Per Dell’Aera, “servono un monitoraggio adeguato e  politiche di lungo periodo, perché la dipendenza affettiva, la cosiddetta love addiction, è un fenomeno sempre più diffuso ed è alla base della violenza, intesa in senso bidirezionale, in cui tutto viene scambiato per amore”.

“Sono tantissimi i casi in cui le donne maltrattate – aggiunge Conti – revocano le denunce per maltrattamenti, rimettono le querele, anche in dibattimento, a processi avviati. Lo fanno quasi sempre per evitare conseguenze più gravi in termini di ritorsione. Ciò ci dice che non basta la risposta repressiva del fenomeno, occorre una maggiore capacità di analisi per trovare gli strumenti più adeguati per la prevenzione, invece che correre ai ripari quando, ormai, la situazione è già compromessa”.

Conti avverte che “la violenza può non essere solo maschile: anche la donna può avere dei tratti di aggressività. Per questa concezione di violenza domestica nella nostra società, gli uomini tendono a essere messi in discussione e ciò può impedir loro di cercare aiuto. Molte di queste situazioni vengono fuori dalle cause civili di separazione, che non di rado sfociano in procedimenti penali”.

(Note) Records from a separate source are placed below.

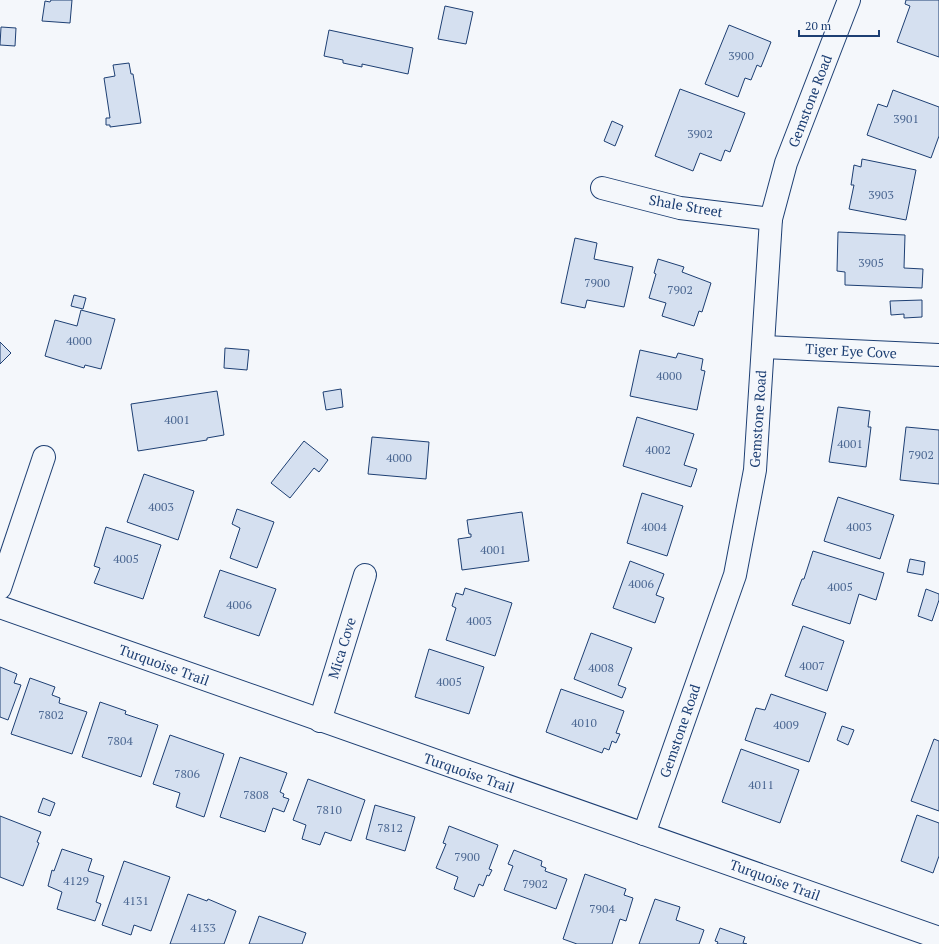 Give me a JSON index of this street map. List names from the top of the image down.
{
  "streets": {
    "street": [
      "Gemstone Road",
      "Shale Street",
      "Tiger Eye Cove",
      "Mica Cove",
      "Turquoise Trail"
    ]
  },
  "crossings": [
    ["Gemstone Road", "Shale Street"],
    ["Gemstone Road", "Tiger Eye Cove"],
    ["Gemstone Road", "Turquoise Trail"],
    ["Mica Cove", "Turquoise Trail"]
  ],
  "house_numbers": [
    "3900",
    "3901",
    "3902",
    "3903",
    "3905",
    "7900",
    "7902",
    "4000",
    "4000",
    "4001",
    "4001",
    "4002",
    "7902",
    "4000",
    "4003",
    "4004",
    "4003",
    "4001",
    "4005",
    "4006",
    "4005",
    "4006",
    "4003",
    "4007",
    "4008",
    "4005",
    "7802",
    "4010",
    "4009",
    "7804",
    "7806",
    "4011",
    "7808",
    "7810",
    "7812",
    "7900",
    "4129",
    "7902",
    "4131",
    "7904",
    "4133"
  ],
  "scale_bar": "20 m"
}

 “Un altro Me” nasce dall’incontro di due progetti dedicati alla prevenzione primaria nelle scuole e terziaria nei confronti dei maltrattanti autori di violenza di genere, finanziati dal Dipartimento delle Pari Opportunità: in  entrambi, infatti, l’Ufficio Interdistrettuale di Esecuzione Penale Esterna per la Sicilia è partner, ovvero il progetto “Messaggio corretto” e il progetto “C.I.MA. Centro di Interventi per la prevenzione e la presa in carico di uomini Maltrattanti”,  promossi rispettivamente dalla Coop Nuovi Sviluppi e dalla Fondazione Progetto Legalità onlus (il primo) e dalle Associazioni Centro di Accoglienza Padre Nostro e il Telefono Arcobaleno di Siracusa (il secondo) che hanno accolto l’invito a cooperare a tutto campo, mettendo a fattore comune esperienza e competenza acquisita nei diversi contesti d’intervento.